Saturday, February 22, 2014

Parent to Parent Tip# 5 - Taking Time Out


It’s no secret, as parents and caretakers we seldom think to "Take Time Out" for ourselves. I know, you’re thinking, "I don't even have time to think let alone take a break." I understand. That is why it is all the more important for you to come up with creative ways to meet some of your needs. Especially when parenting a child with special needs. It seems there are just not enough hours in any given day to get it all done. After rigorous treatments, therapies and special diets, other children, spouses and pets there’s nothing left. But there is. There are ways to take care of these things and still squeeze a little time for yourself, even if it means getting up a littler earlier in order to start you day with a quiet cup of coffee.

Remember: Taking care of yourself helps you to take better care of others.

I made it a point to figure out how to meet my needs. Here is an example:

I need periods of time to myself throughout the day. How do I achieve this?

Creating a dialog (key words) for your needs is beneficial. You may want to also include non-verbal cues like hand signals, picture cards or signs. Be sure to come up with words that your child can easily recognize for the purpose you intend and try not to send conflicting messages by giving key words with dual meanings, such as, "time Out." You don't want to use "time Out" as a key word for needing a break if you already use "time out" as a form of discipline. The outcome would not be good. You can use "relax" or a word for what you plan to do like, "read" which would work well for both you and your child.


Hand sign for “relax”, as in rest http://www.signingsavvy.com/sign/RELAX/763/1

Pick a place where you want to child to engage in quiet independent activity. Be sure it is a space that is child proofed and easy to monitor. Have the child help you put fun activities in the space. (Suggestion: a quiet corner in family room, kitchen or perhaps a playroom to start.) Choose a space where ever you feel your child will be safe and comfortable. Don't worry about adding distance between you and your child at this point. For now, only concentrate on getting him/her familiar with recognizing your key word and engaging in an activity independently.

Okay, so far we've come up with a key word, "read" and/or “relax” and a safe cozy space for you and your child; Take the child into the space and introduce them to an activity or help them choose a favorite activity. Then say "mommy is going to read (use sign language also) while you (fill in the blank). Move to a nearby chair, sit, say the key word and use sign language if you wish pick up a book and begin to read. It may only last for a few seconds if that, but you are on the road to freedom. Continue this practice a couple times a day, everyday, but not at the exact same time everyday unless there is a need. Encourage your child to play independently for short periods of time. Leave room for flexibility. If you are too rigid in scheduling you may be limiting yourself to having break time at only certain time. If you prefer to keep your schedule a little more rigid than setting a particular tie for breaks will work best for you. Be patient and persistent. Before you know it you may find yourself actually reading a page or two without interruption.  

This method may seem a bit slow, but it is a huge step and major building block for gaining much needed time for breaks and other activities such as making phone calls, giving attention to other children, making grocery lists, cooking, cleaning, taking care of business and so on. Start of small and work your way up to larger/longer projects.

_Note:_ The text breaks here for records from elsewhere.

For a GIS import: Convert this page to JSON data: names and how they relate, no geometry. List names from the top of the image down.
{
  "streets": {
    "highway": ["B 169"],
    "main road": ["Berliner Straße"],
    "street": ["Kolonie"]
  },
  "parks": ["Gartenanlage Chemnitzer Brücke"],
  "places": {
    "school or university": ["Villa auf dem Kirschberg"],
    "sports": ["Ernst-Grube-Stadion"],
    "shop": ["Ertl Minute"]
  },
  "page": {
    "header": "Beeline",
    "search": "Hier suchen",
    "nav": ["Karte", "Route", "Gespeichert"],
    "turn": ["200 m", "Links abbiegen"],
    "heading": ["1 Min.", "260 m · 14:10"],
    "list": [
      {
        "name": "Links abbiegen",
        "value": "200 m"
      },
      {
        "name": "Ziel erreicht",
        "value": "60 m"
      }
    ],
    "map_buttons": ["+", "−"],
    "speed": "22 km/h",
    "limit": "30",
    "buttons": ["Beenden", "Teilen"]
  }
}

As your child’s independent play increases (5-10 minutes or so) you can begin slowly moving further away from the child. Start of by setting your reading chair a little further away, moving closer to the door and soon just outside of the door during independent play time. Be prepared to reassure your child if they start to become a little agitated about the change. Continue to be patient and persistent. Again, over a period of time you will be able to move further and further away. You will even begin to engage in other activities besides reading. Continue creating dialog about the things that you need to accomplish while your child engages in familiar and fun activities. Encouraging age appropriate independence is a positive thing for all children to experience.

Children need to feel secure at all times. It is especially difficult when your child is accustomed to having your undivided attention at all times. It is difficult to stay healthy with such rigorous demands. We as parents need to put our mental and physical health back on the front burners. If we don’t, we are going to fast run out of steam and when that happens, anger, frustration and fatigue increase. You will be amazed how taking a short break can re-energize and revitalize you. And sometimes add a delicious healthy snack to your break. It is all too easy to forget to eat. Be as conscious of your needs as you are the needs of your family.

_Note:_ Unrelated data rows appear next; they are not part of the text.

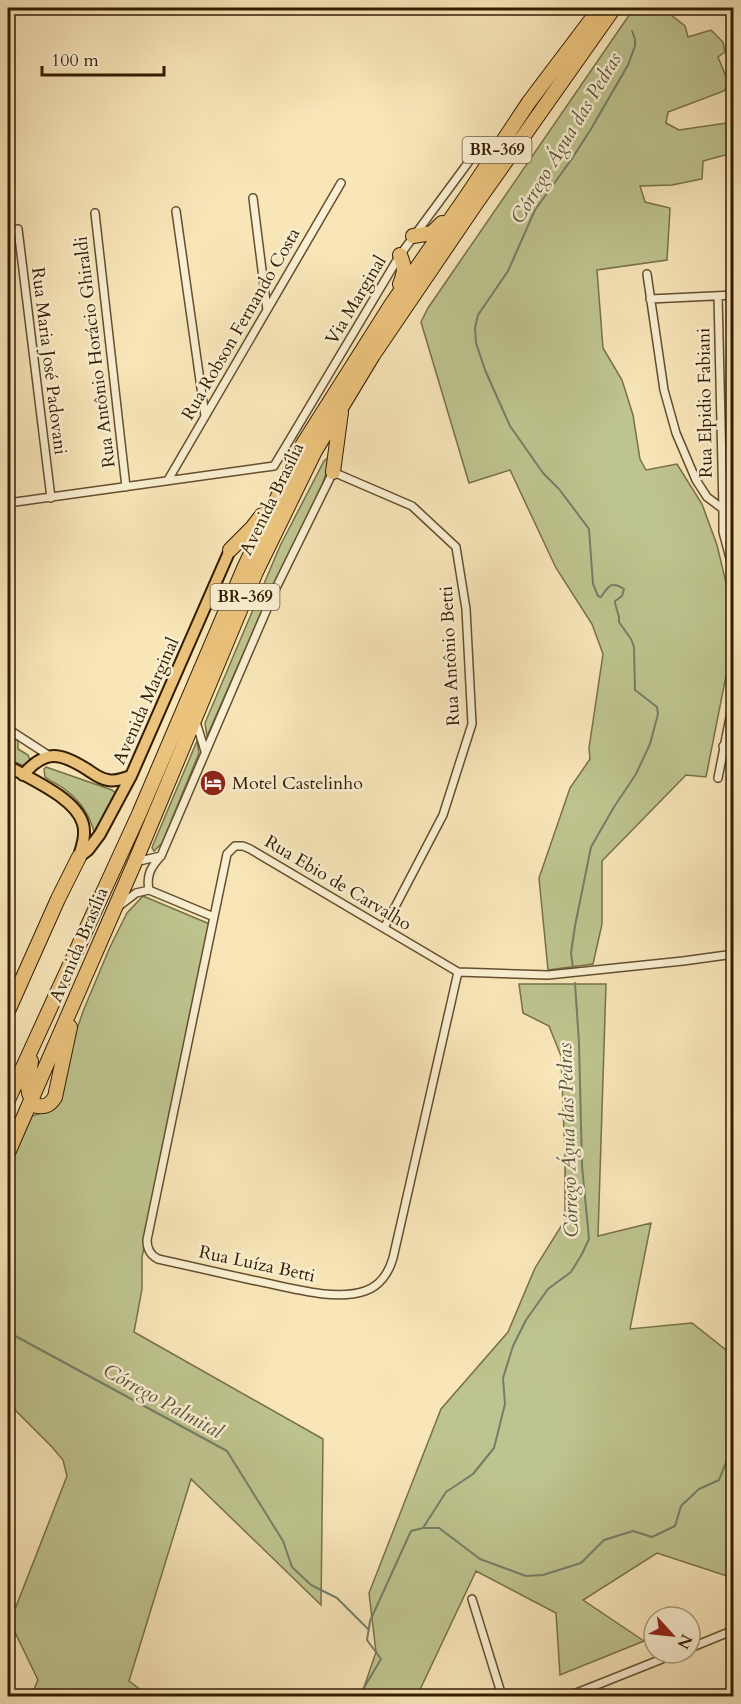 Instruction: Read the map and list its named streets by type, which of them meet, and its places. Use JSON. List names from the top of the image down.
{
  "streets": {
    "highway": ["BR-369", "Avenida Brasília"],
    "main road": ["Avenida Marginal"],
    "street": [
      "Via Marginal",
      "Rua Robson Fernando Costa",
      "Rua Antônio Horácio Ghiraldi",
      "Rua Maria José Padovani",
      "Rua Elpidio Fabiani",
      "Rua Antônio Betti",
      "Rua Ebio de Carvalho",
      "Rua Luíza Betti"
    ]
  },
  "crossings": [
    ["Via Marginal", "Rua Robson Fernando Costa"],
    ["Rua Antônio Betti", "Rua Ebio de Carvalho"],
    ["Rua Ebio de Carvalho", "Rua Luíza Betti"]
  ],
  "water": ["Córrego Água das Pedras", "Córrego Palmital"],
  "places": {
    "hotel": ["Motel Castelinho"]
  },
  "scale_bar": "100 m",
  "north": "bottom right"
}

Children are not automatically conditioned to be considerate of your time and efforts. That is why it is important to let them know you have a few needs and to teach them to be considerate of those needs. They should know when you are not actively engaging in activities with them that they are still love them and very important to you.

When your child becomes more receptive to independent activity and you are able to squeeze in a break now and then, you will find little pockets of time to think of other ways to keep daily routines healthy, happy and more relaxed.


I started using this method with my son when he was 6 years old. It took a about a month to work up to a 30 minute break and about one year to be able to take as many breaks as I need for as long as I need, make numerous calls, work on writing projects and take care of household business with minimal interruption. It was hard work, but well worth the effort.

Putting in the extra effort to secure a few of your needs will make all the difference.

Happy Parenting!!

Tuesday, February 18, 2014

Autism Parenting Tip #3 - Lighting

If you notice that your child may be agitated and you aren't sure why. One thing you can try is changing the light source or dimming the lights to see if that helps to calm the child. Whenever possible, offer your child different lighting sources that they can choose from.

I notice early on that my son, much like me, gets agitated when forced to deal with bright artificial light over a long period of time. So I sought out different light sources for his room. He has a window where he is able to get natural light. There are also 3 lamps in his room. One clip-on desk lamp with a soft, dim, low wattage bulb (he can bend the neck in many directions, changing the lights effects), A regular desk lamp with appropriate bulb for doing school work and reading and a lava lamp. He prefers green or sometimes amber lava lamps. My son is able to pick an choose what lighting source he wishes to use.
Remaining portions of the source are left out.